** Recorded information **

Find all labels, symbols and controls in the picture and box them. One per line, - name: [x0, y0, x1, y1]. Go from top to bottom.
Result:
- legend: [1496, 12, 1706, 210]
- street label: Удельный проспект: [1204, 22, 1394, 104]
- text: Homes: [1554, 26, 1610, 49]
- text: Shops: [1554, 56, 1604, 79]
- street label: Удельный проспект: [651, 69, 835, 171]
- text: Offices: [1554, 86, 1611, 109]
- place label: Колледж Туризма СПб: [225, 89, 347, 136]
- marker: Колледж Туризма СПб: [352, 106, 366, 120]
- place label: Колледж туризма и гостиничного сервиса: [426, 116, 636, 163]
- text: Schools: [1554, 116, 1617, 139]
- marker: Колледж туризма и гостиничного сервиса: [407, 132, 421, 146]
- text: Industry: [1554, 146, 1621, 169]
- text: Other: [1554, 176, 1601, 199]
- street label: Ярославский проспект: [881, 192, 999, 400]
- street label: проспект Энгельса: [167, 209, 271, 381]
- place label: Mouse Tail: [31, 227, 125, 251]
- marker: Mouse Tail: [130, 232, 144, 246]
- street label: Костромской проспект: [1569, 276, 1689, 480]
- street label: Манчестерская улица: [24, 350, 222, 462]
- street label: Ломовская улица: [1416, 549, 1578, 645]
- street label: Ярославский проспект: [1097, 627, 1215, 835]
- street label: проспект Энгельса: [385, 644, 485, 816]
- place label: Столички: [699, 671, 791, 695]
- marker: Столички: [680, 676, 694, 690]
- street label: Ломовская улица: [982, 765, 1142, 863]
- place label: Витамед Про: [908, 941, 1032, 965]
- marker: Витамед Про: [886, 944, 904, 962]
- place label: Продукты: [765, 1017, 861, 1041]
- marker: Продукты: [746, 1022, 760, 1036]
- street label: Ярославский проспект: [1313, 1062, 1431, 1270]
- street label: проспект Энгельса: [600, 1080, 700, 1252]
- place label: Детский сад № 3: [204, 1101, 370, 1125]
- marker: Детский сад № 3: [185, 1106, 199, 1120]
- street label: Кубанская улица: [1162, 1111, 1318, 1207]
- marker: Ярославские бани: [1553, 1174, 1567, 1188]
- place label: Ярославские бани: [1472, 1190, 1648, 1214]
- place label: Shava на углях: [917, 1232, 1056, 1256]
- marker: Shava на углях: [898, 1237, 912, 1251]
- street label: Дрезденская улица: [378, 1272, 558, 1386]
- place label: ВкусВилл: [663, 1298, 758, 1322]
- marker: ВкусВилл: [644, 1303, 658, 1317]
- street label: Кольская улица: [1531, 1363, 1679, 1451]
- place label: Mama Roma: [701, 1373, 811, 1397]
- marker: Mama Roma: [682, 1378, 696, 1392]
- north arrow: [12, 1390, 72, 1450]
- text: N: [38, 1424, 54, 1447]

** What you are asked to do **
Wherever the string "проспект" appears in the data above, copy the line it sits in.

** Answer to the exercise **
- street label: Удельный проспект: [1204, 22, 1394, 104]
- street label: Удельный проспект: [651, 69, 835, 171]
- street label: Ярославский проспект: [881, 192, 999, 400]
- street label: проспект Энгельса: [167, 209, 271, 381]
- street label: Костромской проспект: [1569, 276, 1689, 480]
- street label: Ярославский проспект: [1097, 627, 1215, 835]
- street label: проспект Энгельса: [385, 644, 485, 816]
- street label: Ярославский проспект: [1313, 1062, 1431, 1270]
- street label: проспект Энгельса: [600, 1080, 700, 1252]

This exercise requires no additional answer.